Exercise: Hybrid Forecasting with TransFlowSubsNet¶

Welcome to this exercise on using TransFlowSubsNet, a hybrid physics-informed neural network from the fusionlab-learn library. This model is unique because it learns from two sources of information simultaneously: structured time series data and the governing laws of physics.

We will perform a multi-step forecast for both groundwater level and land subsidence. This exercise will walk you through the specific data preparation needed to satisfy both the data-driven and physics-informed components of the model.

Learning Objectives:

Generate a synthetic dataset with features, coordinates, and two target variables (subsidence and groundwater level).
Structure the inputs into the required dictionary format, separating feature inputs from coordinate inputs.
Instantiate TransFlowSubsNet with both data-driven and physics-informed configurations.
Compile the model with a composite data loss and physics-loss weights (\(\lambda_{gw}\), \(\lambda_{c}\)).
Train the model and interpret the multi-component loss in the training log.
Visualize the forecast results against the true values.

Let’s begin!

Prerequisites¶

Ensure you have fusionlab-learn and its common dependencies installed.

pip install fusionlab-learn matplotlib

Step 1: Imports and Setup¶

First, we import all necessary libraries and set up our environment.

import os
import numpy as np
import tensorflow as tf
import matplotlib.pyplot as plt
import warnings

# FusionLab imports
from fusionlab.nn.pinn import TransFlowSubsNet
from fusionlab.nn.models.utils import plot_history_in

# Suppress warnings and TF logs for cleaner output
warnings.filterwarnings('ignore')
tf.get_logger().setLevel('ERROR')

# Directory for saving any output images
EXERCISE_OUTPUT_DIR = "./transflow_exercise_outputs"
os.makedirs(EXERCISE_OUTPUT_DIR, exist_ok=True)

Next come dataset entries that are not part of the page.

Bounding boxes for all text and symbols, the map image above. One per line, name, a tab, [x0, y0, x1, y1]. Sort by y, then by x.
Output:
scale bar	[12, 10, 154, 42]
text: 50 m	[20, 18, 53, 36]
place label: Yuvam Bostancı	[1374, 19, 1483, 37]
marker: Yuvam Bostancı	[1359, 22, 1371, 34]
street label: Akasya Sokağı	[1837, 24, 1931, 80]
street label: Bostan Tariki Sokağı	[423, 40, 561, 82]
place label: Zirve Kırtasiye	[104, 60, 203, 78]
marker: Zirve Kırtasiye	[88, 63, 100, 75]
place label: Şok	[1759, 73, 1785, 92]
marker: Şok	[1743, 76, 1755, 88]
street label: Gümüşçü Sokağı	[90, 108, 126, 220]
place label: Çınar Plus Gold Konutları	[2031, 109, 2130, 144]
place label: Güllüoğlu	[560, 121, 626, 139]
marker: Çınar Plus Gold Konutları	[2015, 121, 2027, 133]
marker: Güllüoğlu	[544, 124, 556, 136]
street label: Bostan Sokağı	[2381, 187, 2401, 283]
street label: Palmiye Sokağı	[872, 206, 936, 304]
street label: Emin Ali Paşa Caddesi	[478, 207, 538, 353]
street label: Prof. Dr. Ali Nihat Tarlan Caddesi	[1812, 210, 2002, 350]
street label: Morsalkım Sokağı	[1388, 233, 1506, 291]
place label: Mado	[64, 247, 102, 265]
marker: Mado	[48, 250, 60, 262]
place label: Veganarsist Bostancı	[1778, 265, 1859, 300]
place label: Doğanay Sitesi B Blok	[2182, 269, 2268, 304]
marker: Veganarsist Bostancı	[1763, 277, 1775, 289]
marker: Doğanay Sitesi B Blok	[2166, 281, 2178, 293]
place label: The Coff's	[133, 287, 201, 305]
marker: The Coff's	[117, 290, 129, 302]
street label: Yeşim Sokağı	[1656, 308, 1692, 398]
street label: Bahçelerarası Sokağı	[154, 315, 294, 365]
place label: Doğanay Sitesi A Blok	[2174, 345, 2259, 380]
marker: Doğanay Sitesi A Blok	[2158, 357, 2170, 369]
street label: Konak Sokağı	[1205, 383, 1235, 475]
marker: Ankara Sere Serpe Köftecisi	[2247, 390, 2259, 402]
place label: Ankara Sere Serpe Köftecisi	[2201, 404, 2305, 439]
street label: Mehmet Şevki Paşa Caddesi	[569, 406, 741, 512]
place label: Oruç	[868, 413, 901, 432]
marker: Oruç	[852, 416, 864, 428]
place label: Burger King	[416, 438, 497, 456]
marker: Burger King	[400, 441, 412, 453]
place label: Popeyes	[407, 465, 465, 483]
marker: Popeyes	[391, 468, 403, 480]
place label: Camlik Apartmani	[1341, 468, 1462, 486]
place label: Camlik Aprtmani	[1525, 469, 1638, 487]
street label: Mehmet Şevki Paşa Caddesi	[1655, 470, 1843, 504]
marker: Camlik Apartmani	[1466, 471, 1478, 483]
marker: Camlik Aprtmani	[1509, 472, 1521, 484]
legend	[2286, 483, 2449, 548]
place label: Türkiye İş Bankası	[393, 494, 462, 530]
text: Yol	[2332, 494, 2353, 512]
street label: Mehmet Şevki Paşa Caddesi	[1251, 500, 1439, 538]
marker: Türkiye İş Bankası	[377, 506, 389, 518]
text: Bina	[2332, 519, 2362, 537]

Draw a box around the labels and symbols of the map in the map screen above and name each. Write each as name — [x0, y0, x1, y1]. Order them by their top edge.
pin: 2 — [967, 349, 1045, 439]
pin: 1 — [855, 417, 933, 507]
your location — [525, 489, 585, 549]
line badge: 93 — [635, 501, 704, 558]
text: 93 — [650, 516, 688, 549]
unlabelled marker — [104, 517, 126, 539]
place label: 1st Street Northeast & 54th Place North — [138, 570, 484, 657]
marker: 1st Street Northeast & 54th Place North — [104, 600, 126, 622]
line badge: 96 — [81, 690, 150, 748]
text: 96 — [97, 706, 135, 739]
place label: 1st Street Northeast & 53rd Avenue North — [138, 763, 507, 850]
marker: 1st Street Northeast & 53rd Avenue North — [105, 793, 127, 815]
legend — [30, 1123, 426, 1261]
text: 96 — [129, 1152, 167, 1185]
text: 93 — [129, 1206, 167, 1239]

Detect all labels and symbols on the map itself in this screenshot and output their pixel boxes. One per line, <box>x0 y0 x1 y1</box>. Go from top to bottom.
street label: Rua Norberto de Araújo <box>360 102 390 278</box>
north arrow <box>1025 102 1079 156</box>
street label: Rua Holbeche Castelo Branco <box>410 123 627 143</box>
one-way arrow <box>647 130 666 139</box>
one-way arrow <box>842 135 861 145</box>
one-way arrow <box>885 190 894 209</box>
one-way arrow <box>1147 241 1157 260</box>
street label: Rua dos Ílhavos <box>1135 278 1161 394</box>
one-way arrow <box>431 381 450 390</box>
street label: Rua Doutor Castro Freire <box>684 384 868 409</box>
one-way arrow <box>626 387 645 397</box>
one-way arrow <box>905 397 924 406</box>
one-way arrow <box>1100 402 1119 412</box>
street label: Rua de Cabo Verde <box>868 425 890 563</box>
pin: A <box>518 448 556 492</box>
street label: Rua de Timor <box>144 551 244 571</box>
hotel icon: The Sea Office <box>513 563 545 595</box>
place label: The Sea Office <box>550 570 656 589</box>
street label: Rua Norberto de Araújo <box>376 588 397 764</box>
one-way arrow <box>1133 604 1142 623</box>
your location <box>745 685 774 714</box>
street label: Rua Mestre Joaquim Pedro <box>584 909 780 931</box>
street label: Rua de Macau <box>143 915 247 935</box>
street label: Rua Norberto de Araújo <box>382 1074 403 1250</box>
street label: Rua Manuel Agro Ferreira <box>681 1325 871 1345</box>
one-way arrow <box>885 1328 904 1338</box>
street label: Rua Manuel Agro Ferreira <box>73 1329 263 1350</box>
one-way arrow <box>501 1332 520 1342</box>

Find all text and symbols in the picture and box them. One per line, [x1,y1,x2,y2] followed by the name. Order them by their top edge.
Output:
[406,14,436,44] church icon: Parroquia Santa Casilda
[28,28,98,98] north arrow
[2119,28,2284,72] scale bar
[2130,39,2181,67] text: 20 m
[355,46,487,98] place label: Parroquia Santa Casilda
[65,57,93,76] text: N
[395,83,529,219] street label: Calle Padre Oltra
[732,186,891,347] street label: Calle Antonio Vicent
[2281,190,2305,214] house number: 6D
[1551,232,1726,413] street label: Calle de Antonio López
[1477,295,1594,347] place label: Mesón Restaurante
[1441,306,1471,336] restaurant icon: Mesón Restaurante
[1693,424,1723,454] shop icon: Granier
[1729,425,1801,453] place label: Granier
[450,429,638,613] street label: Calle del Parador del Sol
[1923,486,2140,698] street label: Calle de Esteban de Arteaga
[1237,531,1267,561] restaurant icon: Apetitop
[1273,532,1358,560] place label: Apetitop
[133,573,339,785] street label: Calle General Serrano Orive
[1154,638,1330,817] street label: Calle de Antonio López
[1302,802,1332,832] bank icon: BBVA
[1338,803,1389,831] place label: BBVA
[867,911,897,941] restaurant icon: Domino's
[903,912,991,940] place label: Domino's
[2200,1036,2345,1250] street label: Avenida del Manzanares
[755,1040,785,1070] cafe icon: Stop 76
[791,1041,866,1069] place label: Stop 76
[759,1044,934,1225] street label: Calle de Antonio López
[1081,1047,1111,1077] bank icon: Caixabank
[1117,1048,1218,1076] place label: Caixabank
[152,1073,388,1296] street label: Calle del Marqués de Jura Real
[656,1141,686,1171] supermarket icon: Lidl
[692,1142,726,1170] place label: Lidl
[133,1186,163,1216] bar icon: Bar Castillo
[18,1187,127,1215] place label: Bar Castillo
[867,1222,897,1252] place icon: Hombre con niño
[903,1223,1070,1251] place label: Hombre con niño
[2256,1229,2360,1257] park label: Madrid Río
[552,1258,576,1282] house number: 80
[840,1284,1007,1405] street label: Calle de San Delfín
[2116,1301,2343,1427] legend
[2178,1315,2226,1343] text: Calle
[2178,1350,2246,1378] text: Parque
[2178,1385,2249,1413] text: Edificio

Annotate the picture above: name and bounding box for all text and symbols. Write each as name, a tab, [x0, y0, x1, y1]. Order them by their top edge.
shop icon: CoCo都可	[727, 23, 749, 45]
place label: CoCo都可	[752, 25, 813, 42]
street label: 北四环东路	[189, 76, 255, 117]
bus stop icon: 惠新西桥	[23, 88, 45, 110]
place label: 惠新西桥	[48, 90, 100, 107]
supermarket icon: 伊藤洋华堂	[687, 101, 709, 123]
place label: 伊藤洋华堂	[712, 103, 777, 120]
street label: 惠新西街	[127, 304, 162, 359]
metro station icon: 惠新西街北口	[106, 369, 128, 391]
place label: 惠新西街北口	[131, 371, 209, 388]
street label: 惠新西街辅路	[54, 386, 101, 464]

print("Libraries imported and setup complete for TransFlowSubsNet exercise.")

Expected Output:

Libraries imported and setup complete for TransFlowSubsNet exercise.

Step 2: Generate Synthetic Hybrid Data¶

This is the most critical step. We need to create a dataset that includes: 1. Standard time series features (static, dynamic, future). 2. Spatio-temporal coordinates (t, x, y). 3. Two target variables (groundwater_level, subsidence) that are

logically linked to the coordinates and features.

# Configuration
N_SAMPLES = 500
PAST_STEPS = 12
HORIZON = 6
SEED = 42
np.random.seed(SEED)
tf.random.set_seed(SEED)

# --- Generate Coordinates ---
t = tf.random.uniform((N_SAMPLES, HORIZON, 1), 0, 10)
t_past = tf.random.uniform((N_SAMPLES, PAST_STEPS, 1), 0, 10)
x = tf.random.uniform((N_SAMPLES, HORIZON, 1), -1, 1)
y = tf.random.uniform((N_SAMPLES, HORIZON, 1), -1, 1)
coords = tf.concat([t, x, y], axis=-1)

# --- Generate Physically-Plausible Targets ---
# Groundwater level (h) based on a simple analytical solution
h_true = tf.sin(np.pi * x) * tf.cos(np.pi * y) * tf.exp(-0.1 * t)
# Subsidence (s) as an integrated function of head decline
s_true = (1 - tf.exp(-0.1 * t)) * (tf.cos(np.pi * x))**2 + h_true * 0.1

# --- Generate Correlated Features ---
# These features will be used by the data-driven part of the model
static_features = tf.random.normal([N_SAMPLES, 3])
# Dynamic features correlated with the physics
dynamic_features = tf.concat([
    tf.sin(t_past[:, :PAST_STEPS, :]),
    tf.random.normal([N_SAMPLES, PAST_STEPS, 7])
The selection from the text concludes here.